2. Answer Guided Questions
Instead of filling in legal forms from scratch, Ziji Legal Forms prompts you with easy-to-understand questions like: 
  • Who will be the executor of your estate? 
  • Who are your beneficiaries? 
  • What assets do you want to distribute? 
  • Do you need to appoint a guardian for children? 
Family Information step in Ziji Legal Form’s  Free Last Will and Testament template showing marital status and children selection options with 'Single' and 'No children' selected.

These questions are designed for non-lawyers, so you don’t need any legal background to complete your document as you go through the questionnaire. 

3. Review Your Will  
Once you’ve entered your information, the platform will automatically generate a customized, properly formatted last will and testament document. You can review all the details, make edits, and ensure everything looks right before moving forward.

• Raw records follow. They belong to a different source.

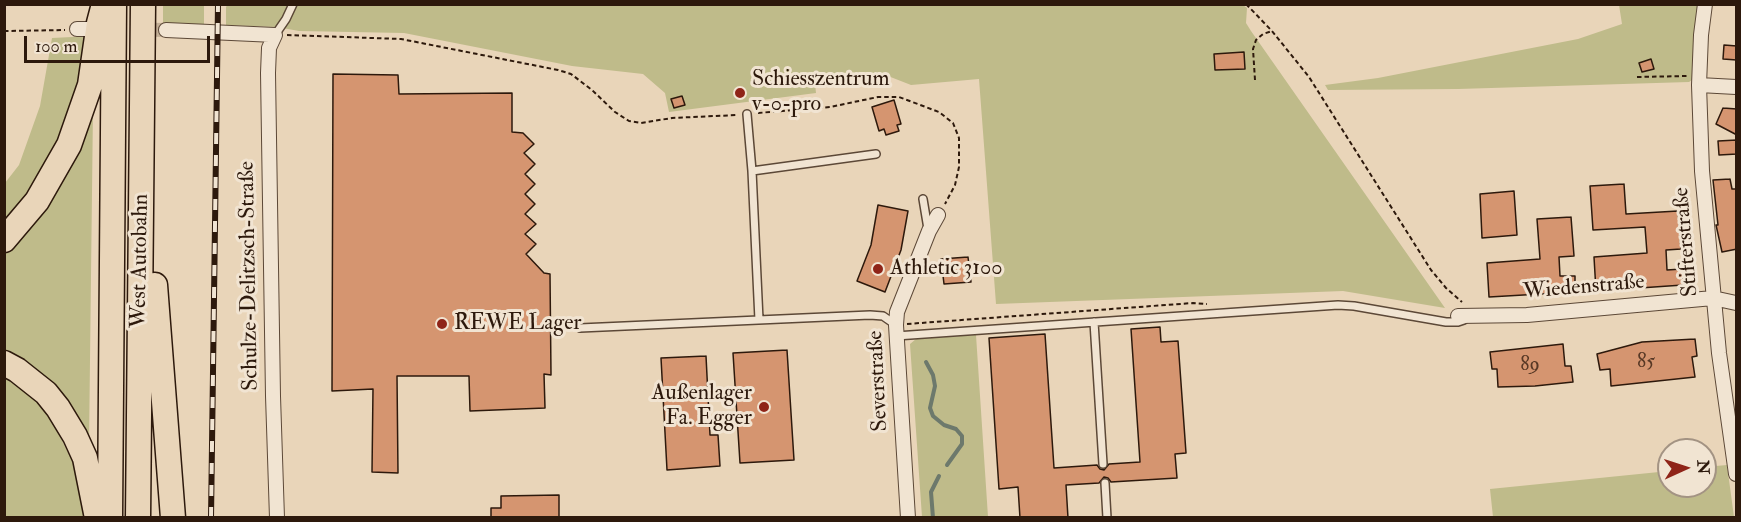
<!DOCTYPE html>
<meta charset="utf-8">
<style>
body{margin:0}
#map{position:relative;width:1741px;height:522px;overflow:hidden;background:#e9d5b9;font-family:"IM FELL Double Pica",serif}
canvas{display:block}
.frame{position:absolute;inset:0;border:6px solid #2d190c;pointer-events:none}
.north{position:absolute;left:1657px;top:438px;width:60px;height:60px;box-sizing:border-box;background:#f1e4d2;border:2px solid #a39383;border-radius:50%;rotate:87deg;font-size:16px;font-weight:700;line-height:24px;text-align:center;color:#2d190c}
.north::after{content:'';display:block;margin:auto;width:21px;height:27px;background:#8f2418;clip-path:polygon(50% 0,100% 100%,50% 72%,0 100%)}
.scale{position:absolute;left:24px;top:36px;width:186px;height:27px;box-sizing:border-box;border:3px solid #2d190c;border-top:0;padding-left:8px;font-size:18px;line-height:21px;white-space:nowrap;color:#2d190c;-webkit-text-stroke:4px #f1e4d2;paint-order:stroke}
</style>
<div id="map">
<canvas width="1741" height="522"></canvas>
<div class="frame"></div>
<div class="north">N</div>
<div class="scale">100 m</div>
</div>
<script>
const ctx = document.querySelector('canvas').getContext('2d');
ctx.lineJoin = 'round';
function paint(path, color) { ctx.fillStyle = color; ctx.fill(path, 'evenodd'); }
const poly = rows => new Path2D(rows.map(r => 'M' + r).join(''));
function stroke(path, color, width, dash) { ctx.strokeStyle = color; ctx.lineWidth = width; ctx.lineCap = dash ? 'butt' : 'round'; ctx.setLineDash(dash || []); ctx.stroke(path); }
function drawText(font, color, halo, rows, align = 'center') {
  ctx.font = font + ' "IM FELL Double Pica",serif'; ctx.lineWidth = 6; ctx.setLineDash([]); ctx.textBaseline = 'middle'; ctx.strokeStyle = halo; ctx.fillStyle = color; for (const [text, x, y, turn = 0] of rows) {
    ctx.save(); ctx.translate(x, y); ctx.rotate((+turn || 0) * Math.PI / 180); ctx.textAlign = isNaN(turn) ? turn : align; if (halo) ctx.strokeText(text, 0, 0); ctx.fillText(text, 0, 0); ctx.restore();
  }
}
const green = poly([
 [202,4,204,6,204,25,163,25,163,5],
 [228,4,1243,5,1247,8,1246,23,1251,31,1445,308,1343,291,996,304,979,79,911,85,888,76,830,82,814,74,816,93,669,112,665,93,643,74,572,66,404,33,299,31,277,27,226,25,226,7],
 [1619,5,1701,5,1695,78,1689,82,1458,89,1328,90,1325,85,1378,78,1578,39,1622,24],
 [92,36,64,141,5,230,5,183,19,165,40,106,52,38],
 [93,108,89,444,5,356,4,248],
 [976,335,988,517,922,517,910,344,916,339],
 [4,377,29,390,53,422,73,463,83,500,85,517,5,517],
 [1727,465,1734,517,1493,517,1490,489,1669,471,1669,486,1705,486,1705,467]
]);
const stream = poly([
 [926,362,933,375,935,386,930,408,933,416,944,425,956,429,962,436,962,444,947,465],
 [933,518,931,492,939,476]
]);
const building = poly([
 [1724,45,1737,46,1737,60,1723,59,1724,45],
 [1244,52,1245,69,1215,70,1214,54,1244,52],
 [1651,59,1654,69,1642,72,1639,63,1651,59],
 [333,74,398,75,399,94,512,93,512,132,523,133,534,144,524,153,535,164,525,174,535,184,525,194,535,204,525,214,536,224,525,234,536,244,526,254,544,273,550,274,551,375,544,374,545,408,470,411,469,376,397,376,398,473,372,472,373,389,332,391,333,74],
 [682,96,685,105,674,108,671,99,682,96],
 [894,100,901,124,897,125,899,131,886,135,884,129,879,131,872,107,894,100],
 [1723,108,1737,109,1737,135,1716,124,1723,108],
 [1737,140,1737,154,1719,155,1718,141,1737,140],
 [1730,179,1732,189,1737,189,1737,249,1722,252,1716,225,1718,225,1713,180,1730,179],
 [1624,184,1626,214,1678,211,1681,249,1666,250,1667,270,1682,269,1683,285,1596,291,1594,257,1647,253,1645,227,1593,230,1590,186,1624,184],
 [1514,191,1517,235,1482,238,1480,194,1514,191],
 [878,205,908,211,901,250,885,292,857,281,871,245,878,205],
 [1571,217,1574,256,1559,257,1560,276,1575,276,1575,292,1489,297,1487,263,1540,259,1537,219,1571,217],
 [968,257,971,282,944,284,941,259,968,257],
 [1160,327,1161,342,1178,341,1186,453,1175,454,1177,478,1111,482,1108,478,1104,477,1099,483,1066,485,1068,518,1020,518,1018,487,999,489,989,338,1045,334,1054,468,1097,465,1100,469,1104,470,1109,464,1140,462,1131,329,1160,327],
 [1695,339,1697,356,1692,357,1695,377,1611,386,1610,369,1600,370,1597,354,1642,342,1695,339],
 [1563,344,1565,366,1571,366,1573,382,1535,386,1498,387,1497,369,1492,369,1490,352,1563,344],
 [787,350,794,460,740,463,733,353,787,350],
 [706,356,710,435,718,435,720,466,667,470,661,358,706,356],
 [559,495,559,518,491,518,491,508,501,508,501,496,559,495]
]);
const streetTunnel = poly([
 [110,29,166,30]
]);
const path = poly([
 [1246,4,1272,31,1309,77,1431,270,1446,288,1462,302],
 [4,31,65,30],
 [287,35,401,39,558,70,571,74,592,90,615,112,629,121,641,123,672,118,737,115],
 [1637,77,1688,76],
 [1255,80,1253,49,1256,40,1263,34,1272,31],
 [758,113,830,107,878,97,899,97,939,112,953,123,959,138,959,167,955,185,945,204],
 [907,324,1193,303,1207,304]
]);
const lane = poly([
 [275,35,286,19,293,4],
 [747,114,752,171,759,320],
 [752,171,876,154],
 [923,199,928,229],
 [1094,322,1103,464],
 [580,328,870,315,883,316,896,325],
 [896,336,1338,305,1354,306,1446,322,1458,322,1464,320],
 [1105,483,1107,518]
]);
const street = poly([
 [1705,4,1701,35,1699,85,1702,171,1719,353,1736,474],
 [77,29,90,29],
 [166,30,275,35,269,48,268,73,273,396,277,518],
 [1699,85,1736,87],
 [1458,316,1527,315,1713,298,1736,303],
 [908,518,896,325,897,312,929,231,938,215]
]);
const highway = poly([
 [4,240,37,201,69,145,90,85,99,23,104,4],
 [155,285,173,518],
 [4,363,17,370,46,393,58,408,75,436,85,458,97,518],
 [110,518,114,4],
 [138,518,143,4]
]);
const rail = poly([
 [211,518,218,4]
]);
const markers = [
 [740,93,6,"#8f2418"],
 [878,269,6,"#8f2418"],
 [442,324,6,"#8f2418"],
 [764,407,6,"#8f2418"]
];
const numberNames = [
 ["85",1646,363],
 ["89",1530,366]
];
const poiNames = [
 ["Schiesszentrum",752,80],
 ["v-0-pro",752,105],
 ["Athletic 3100",890,269],
 ["REWE Lager",454,324],
 ["Außenlager",752,394,"right"],
 ["Fa. Egger",752,419,"right"]
];
const streetNames = [
 ["Stifterstraße",1687,242,-95],
 ["West Autobahn",141,261,-89],
 ["Schulze-Delitzsch-Straße",250,276,-91],
 ["Wiedenstraße",1584,288,-5],
 ["Severstraße",879,381,-93]
];
paint(green, '#bfbb8a');
stroke(stream, '#6d796c', 4);
paint(building, '#d59570');
stroke(building, '#2d190c', 1.5);
stroke(streetTunnel, '#c3af96', 14, [14, 7]);
stroke(lane, '#5c4837', 10);
stroke(street, '#5c4837', 16);
stroke(highway, '#2d190c', 27);
stroke(path, '#2d190c', 2, [4.5, 3]);
stroke(lane, '#f1e4d2', 7);
stroke(street, '#f1e4d2', 14);
stroke(highway, '#e9d5b9', 24);
stroke(rail, '#2d190c', 6);
stroke(rail, '#f1e4d2', 4, [11]);
for (const [x, y, r, color] of markers) { const dot = new Path2D(); dot.arc(x, y, r, 0, 2 * Math.PI); ctx.fillStyle = color; ctx.fill(dot); stroke(dot, '#f1e4d2', 2); }
drawText('20px', '#573825', null, numberNames);
drawText('22px', '#2d190c', '#f1e4d2', poiNames, 'left');
drawText('22px', '#2d190c', '#f1e4d2', streetNames);
</script>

  • Print, sign, and store safely after downloading your will, simply follow the platform’s instructions to make it legally valid. This usually involves: 
  • Printing the document 
  • Signing in the presence of two witnesses 
  • Storing it in a safe location 
Preview section of a Last Will and Testament document created using Ziji Legal Forms showing declarations about legal capacity, marital status, children, and appointment of executor in the state of Alabama.

Some states may require notarization, and Ziji Legal Forms will guide you accordingly based on your location.

Conclusion 

Crafting a will that truly avoids family disputes comes down to one key theme: be clear and comprehensive. By including the nine elements we’ve outlined; from identifying yourself and your intent, to spelling out asset distributions and backups, to addressing emotional sticking points like unequal shares, you take control of your narrative and prevent others from having to interpret it later. A well-prepared last will and testament answers questions before they’re asked: Who is in charge of the estate? Who gets this asset? What if someone is not around? Why did I make this choice? When your will provides those answers explicitly, there is little room for conflict or litigation. Your family can focus on healing and remembrance, rather than wondering, or worse, arguing over what you “really meant” or who should do what. 

Completeness and clarity are your best defense against the common causes of will disputes. It’s worth the effort now while you are alive and well to think through these details and put them on paper. As we’ve seen, even the most loving families can be tested by the stress of a loss and the complexities of an estate. By using the strategies in this guide (and the 5 extra steps to fortify your will), you are essentially locking the door to many potential battles. You’re ensuring that your voice is heard loud and clear through your will, even when you’re no longer here to speak. This not only preserves harmony among your loved ones but also gives you peace of mind that your wishes will be honored. 

For those feeling overwhelmed about where to start, services like Ziji Legal Forms make the process practically stress-free. Their templates, which are created by lawyers, provide the structure and legal phrasing, while you provide the personal details and decisions. The end result is a customized will, properly formatted and ready to sign, without the usual barriers of cost or complexity. There’s no need to procrastinate; you can create your will in an afternoon with guided support and ensure it covers everything it should. 

In conclusion, a dispute-free estate isn’t guaranteed by wealth or luck, it’s achieved by good planning. Your last will and testament is your final love letter to your family, and the more thoughtfully it’s written, the more lovingly it will be received. By including all necessary provisions and anticipating possible challenges, you protect your family from turmoil. And with modern tools like Ziji Legal Forms, you have no reason to leave this task for “later.” Take action now to spell out your wishes. Your future self – and your family – will thank you for the foresight and care you put into your will, making a difficult time a little easier and free of needless ambiguity and conflict.  So take charge and create your will or update it if you already have one. Your loved ones deserve it.